Understanding Governance (G) in ESG: Fostering Responsible Leadership

*The article in Macedonian language, published by Kapital can be found at the bottom of this page.

In today’s ever-changing business environment, activities related to the environment, social issues, and governance (ESG) are becoming increasingly important and critical factors for businesses in their efforts to create sustainable business models. While the “E” (Environmental) and “S” (Social) aspects focus on environmental and social issues, “G” (Governance) pertains to matters related to governance within a company.

When analyzing the issues related to the ESG concept, governance often receives less attention compared to the other elements, “E” and “S,” which is fundamentally a misguided practice. This is because behind every failure to meet environmental or social aspects lies inadequate and ineffective corporate governance. In fact, poor corporate governance practices in the past have been shown to be the cause of some of the biggest corporate scandals.

Therefore, the aspect of governance is considered a foundation for establishing a comprehensive corporate approach to responsible and sustainable business practices. Governance forms the pillar of ESG, influencing how companies operate, make decisions, and impact society and the environment.

Specifically, governance within the scope of ESG refers to the systems, processes, and structures that shape the decision-making process within an organization. Governance concerns the governance factors in decision-making, from crafting policies within the company to the allocation of rights and responsibilities among different stakeholders within the company, including the board of directors, executives, shareholders, and other affected parties.

Transparency, responsible governance, and ethical behavior are the essential critical components for ensuring effective governance. Transparency is the essence of governance in ESG. Companies dedicated to responsible governance proactively disclose relevant information to all stakeholders, including investors, employees, consumers, and the public. The principle of accountability involves establishing clear roles, responsibilities, and procedures to ensure that leadership acts in the best interest of all stakeholders, rather than solely focusing on short-term financial gains. Companies with strong governance frameworks have well-defined ethical codes and conduct that guide the behavior of employees and prevent unethical practices, including a zero-tolerance approach to corruption, bribery, and other illegal activities.

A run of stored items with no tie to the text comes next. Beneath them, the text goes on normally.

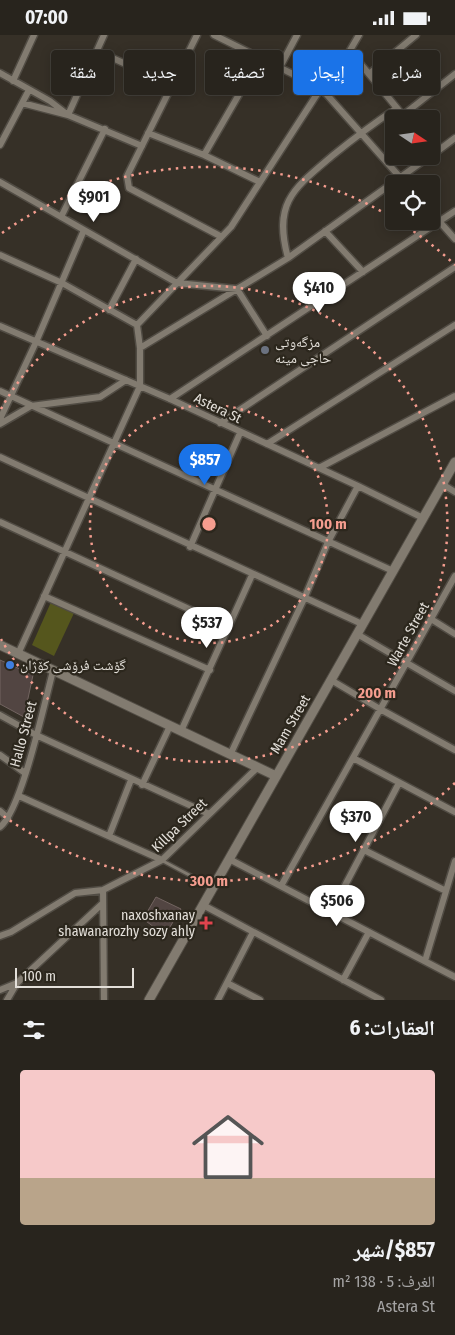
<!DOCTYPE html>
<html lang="ar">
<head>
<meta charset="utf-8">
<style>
  body { margin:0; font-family:"Fira Sans Condensed","Noto Naskh Arabic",sans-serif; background:#302c26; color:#f1f3f6; direction:rtl; height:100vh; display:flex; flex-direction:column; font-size:19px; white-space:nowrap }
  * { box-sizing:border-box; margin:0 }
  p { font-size:16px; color:#a5a4a4 }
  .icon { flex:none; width:28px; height:28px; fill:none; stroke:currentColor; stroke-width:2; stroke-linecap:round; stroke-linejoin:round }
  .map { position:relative; height:965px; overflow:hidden; direction:ltr }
  .panel { display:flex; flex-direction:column; background:#28241d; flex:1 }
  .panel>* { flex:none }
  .hud { position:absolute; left:15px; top:15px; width:425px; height:45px; direction:rtl; display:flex; gap:10px }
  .needle { width:32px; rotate:103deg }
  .buttons { position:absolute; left:385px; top:75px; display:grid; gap:10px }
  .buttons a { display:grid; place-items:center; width:55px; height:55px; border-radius:5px; background:#28241d; box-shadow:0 2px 12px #0003,0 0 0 1px #44413b; font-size:25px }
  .scale { position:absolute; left:15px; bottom:12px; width:119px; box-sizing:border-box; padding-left:5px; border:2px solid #e3dfd9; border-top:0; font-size:14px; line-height:18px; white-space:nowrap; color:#e3dfd9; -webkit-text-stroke:4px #2c271d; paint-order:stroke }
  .price { position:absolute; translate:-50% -42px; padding:0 11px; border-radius:18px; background:#fff; color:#222; font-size:16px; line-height:32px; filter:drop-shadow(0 1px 2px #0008) }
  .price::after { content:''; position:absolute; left:50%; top:30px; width:15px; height:11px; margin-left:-8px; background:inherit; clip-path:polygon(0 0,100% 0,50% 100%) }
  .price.selected { background:#1a73e8; color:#fff }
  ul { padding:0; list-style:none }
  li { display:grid; align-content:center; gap:10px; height:265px; padding:0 20px }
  li span { display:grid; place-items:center; height:155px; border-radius:5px; color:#555 }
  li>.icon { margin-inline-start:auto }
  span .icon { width:90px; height:90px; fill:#fffc; stroke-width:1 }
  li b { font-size:21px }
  h2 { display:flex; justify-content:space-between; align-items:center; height:60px; padding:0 20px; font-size:21px }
  .tag { padding:0 18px; border-radius:5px; background:#28241d; box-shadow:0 2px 12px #0003,0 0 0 1px #44413b; font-size:18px; line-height:45px }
  .tag.selected { background:#1a73e8; color:#fff }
  .status { display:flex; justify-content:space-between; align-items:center; height:35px; padding:0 25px; background:#28241d; direction:ltr }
  .status svg { height:14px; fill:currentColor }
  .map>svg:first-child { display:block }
</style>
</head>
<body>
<div class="status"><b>07:00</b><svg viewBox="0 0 49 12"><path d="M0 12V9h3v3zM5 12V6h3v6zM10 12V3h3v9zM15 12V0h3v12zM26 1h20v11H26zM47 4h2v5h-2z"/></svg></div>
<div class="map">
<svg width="455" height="965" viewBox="0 0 455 965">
  <rect width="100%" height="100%" fill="#363027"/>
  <path fill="#55561d" d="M51,567l23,11 -20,43 -22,-11z"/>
  <path fill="#524542" stroke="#726460" d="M0,625l33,15 -9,42 -24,-13z
    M156,862l25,12 -16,26 -22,-16z"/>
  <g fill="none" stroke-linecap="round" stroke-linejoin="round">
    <defs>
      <path id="lane" d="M163,826l30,16"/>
      <path id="street" d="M197,0l-70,141 2,12 91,48
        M214,0l107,53 85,96
        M97,16l75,34
        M350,16l56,68
        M280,32l17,-32
        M0,38l50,28 18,14 74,31
        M369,39l47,-39
        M13,46l21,-46
        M325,58l34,-58
        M22,68l46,12 36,-80
        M403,80l52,-41
        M148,98l56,22 56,27
        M0,110l29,-55
        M204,120l56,-97
        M431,121l24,-18
        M0,147l177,101 60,6 30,47
        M431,177l24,27
        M61,182l44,-88
        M325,196l38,41
        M0,220l62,28 75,42
        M288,223c-15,-55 5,-69 44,-102 21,-17 42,-33 65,-48
        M109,275l27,-51
        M0,291l170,73 188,87 65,32
        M140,313l148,-90 142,-102
        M0,356l393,180
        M170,364l285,-188
        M0,384l36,-77 48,-112
        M220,388l235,-156
        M0,389l31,-18 69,-9 26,-17
        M267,409l188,-119
        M0,422l362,167
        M319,433l136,-72
        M442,449l13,8
        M0,487l228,105
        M190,512l50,-114
        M44,561l166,74
        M431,584l24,15
        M357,599l98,57
        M18,619l122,-268v-38l-3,-23 94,-98 90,-139
        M331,645l49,29 75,41
        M0,680l36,20 173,79
        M181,696l71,-156
        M231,718l73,-154 24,-57 30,-56
        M0,720l25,18
        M353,723l102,54
        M142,750l28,-59
        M19,761l143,64
        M0,776l8,7
        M0,792c22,-18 44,-123 53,-156
        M109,801l22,-56
        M364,815l82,41
        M229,824l226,118
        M281,851l174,-310
        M103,855l1,110
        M203,870l178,95
        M331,877l68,-129
        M0,901l11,-4 64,-39 28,-3 59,-30 96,-93
        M425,926l30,-100
        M343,945l26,-48
        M227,948l33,17
        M0,955l17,-7 86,-80
        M7,965l10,-17
        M218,965l35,-68"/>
      <path id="secondary" d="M0,610l276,131
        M149,965l306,-538"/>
    </defs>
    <use href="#lane" stroke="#514c44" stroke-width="5.5"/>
    <use href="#street" stroke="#514c44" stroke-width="9"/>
    <use href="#secondary" stroke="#514c44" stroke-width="11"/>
    <use href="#lane" stroke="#827b70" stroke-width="3"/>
    <use href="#street" stroke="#827b70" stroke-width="6"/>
    <use href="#secondary" stroke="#827b70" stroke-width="9"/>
  </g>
  <g fill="none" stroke="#f59d8f" stroke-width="2.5" stroke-dasharray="2.5 5">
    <circle cx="209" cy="489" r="119"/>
    <path d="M1 374A238 238 0 1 1 1 604"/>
    <path d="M455 748A357 357 0 0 1 2 780M2 198A357 357 0 0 1 393 183M401 188A357 357 0 0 1 455 230"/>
  </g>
  <circle fill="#6b7280" stroke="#2c271d" stroke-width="2" cx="265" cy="315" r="5"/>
  <circle fill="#3f7fe0" stroke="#2c271d" stroke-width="2" cx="10" cy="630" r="5"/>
  <path fill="#e0444e" stroke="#2c271d" stroke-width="2" d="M203.5 880.5h5v5h5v5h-5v5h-5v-5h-5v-5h5z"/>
  <g text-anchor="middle" stroke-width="4.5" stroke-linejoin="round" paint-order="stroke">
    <g font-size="14" fill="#e3dfd9" stroke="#2c271d" text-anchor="start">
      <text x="275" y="312">مزگەوتی<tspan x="275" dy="16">حاجی مینە</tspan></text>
      <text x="20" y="635">گۆشت فرۆشی کۆژان</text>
      <text x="195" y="885" text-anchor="end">naxoshxanay<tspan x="195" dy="16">shawanarozhy sozy ahly</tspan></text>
    </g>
    <g font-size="14" fill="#e3dfd9" stroke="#2c271d">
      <text transform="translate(218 373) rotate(26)" y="5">Astera St</text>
      <text transform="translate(408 599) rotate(-61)" y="5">Warte Street</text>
      <text transform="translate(290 689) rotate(-60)" y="5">Mam Street</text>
      <text transform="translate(23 699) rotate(-75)" y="5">Hallo Street</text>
      <text transform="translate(179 790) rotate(-44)" y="5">Killpa Street</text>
    </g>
  </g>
  <circle cx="209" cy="489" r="8" fill="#f59d8f" stroke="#2c271d" stroke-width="2.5"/>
  <g font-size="15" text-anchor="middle" font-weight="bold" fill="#f59d8f" stroke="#2c271d" stroke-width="4.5" stroke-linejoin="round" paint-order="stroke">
    <text x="328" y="494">100 m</text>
    <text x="377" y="663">200 m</text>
    <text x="209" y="851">300 m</text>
  </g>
</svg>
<div class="buttons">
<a><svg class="needle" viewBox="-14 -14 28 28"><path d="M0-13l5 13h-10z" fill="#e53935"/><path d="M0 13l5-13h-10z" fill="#a5a4a4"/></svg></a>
<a><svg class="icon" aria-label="locate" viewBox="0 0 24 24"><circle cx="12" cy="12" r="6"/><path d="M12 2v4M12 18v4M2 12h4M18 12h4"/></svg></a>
</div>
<div class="scale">100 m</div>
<b class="price" style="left:94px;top:188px">$901</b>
<b class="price" style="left:319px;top:279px">$410</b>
<b class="price selected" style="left:205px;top:451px">$857</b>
<b class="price" style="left:207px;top:614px">$537</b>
<b class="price" style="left:356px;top:808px">$370</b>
<b class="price" style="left:337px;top:892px">$506</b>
<div class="hud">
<a class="tag">شراء</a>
<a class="tag selected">إيجار</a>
<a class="tag">تصفية</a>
<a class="tag">جديد</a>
<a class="tag">شقة</a>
</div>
</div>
<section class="panel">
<h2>العقارات: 6<svg class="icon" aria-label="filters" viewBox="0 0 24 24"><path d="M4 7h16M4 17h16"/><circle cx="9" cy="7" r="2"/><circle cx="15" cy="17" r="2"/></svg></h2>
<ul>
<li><span style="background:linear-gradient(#f6c9c9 70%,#b9a48a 0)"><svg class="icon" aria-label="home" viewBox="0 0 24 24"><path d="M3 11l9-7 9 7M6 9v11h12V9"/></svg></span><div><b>$857/شهر</b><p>الغرف: 5 · 138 m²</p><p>Astera St</p></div></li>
</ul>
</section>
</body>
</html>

By prioritizing good governance practices, companies can build trust, maintain their reputation, attract responsible investors, establish strong, long-lasting relationships with customers and partners, and contribute to a sustainable and fair future. Indeed, good governance is of essential importance for long-term success. When an organization has adequate governance, there is a higher likelihood of making sound decisions, retaining the trust of its stakeholders, and creating added value for the company. On the other hand, companies with inadequate corporate governance are more likely to face financial losses, reputation damage, and regulatory violations.

Regulators, investors, clients, and employees are increasingly interested in organizations with strong ESG values and practices, including good corporate governance, transparency, and effective risk management. Research has shown that companies with strong ESG performance outperform their competitors. Companies stand to gain significant benefits by prioritizing good governance as part of their ESG strategy. By incorporating information related to company governance into corporate reports, information about governance practices is disclosed, similar to how insights are provided into environmental and social factors that are integral to the company’s business model.

Part of the information related to governance practices within the ESG concept involves information about the roles of administrative, management, and supervisory bodies of the company in relation to sustainability, their composition, as well as their expertise and skills in fulfilling that role or their approach with such expertise and skills. Presenting this information is already a part of regulatory pressures imposed in line with European Union regulations, but it’s also in line with the requirements set by the Macedonian Stock Exchange. Furthermore, it’s significant to include in companies’ annual reports the key characteristics of internal control systems and risk management. Additionally, companies should include information about their activities related to data protection, business ethics, and corporate culture, including information about the company’s anti-corruption policy, human rights policy, and information about inclusion and diversity within the company’s bodies. Responsible governance also extends to shareholder relations, encouraging their active engagement, as owners, to influence significant decisions and demand accountability from management.

However, while corporate governance is of great importance for every company, it’s important to emphasize that each industry faces specific demands and challenges. Each company must analyze the requirements of its industry to determine where to prioritize. Banks, airlines, and mining companies, for example, face different sets of corporate governance challenges.

Embracing governance principles within the ESG framework provides a strategic advantage in the rapidly changing business landscape. Responsible corporate governance is vital for the long-term success of a company. Companies with strong and effective corporate governance practices promote sustainable, compliant with relevant regulations and ethical business practices, and benefit from increased value and positive financial results.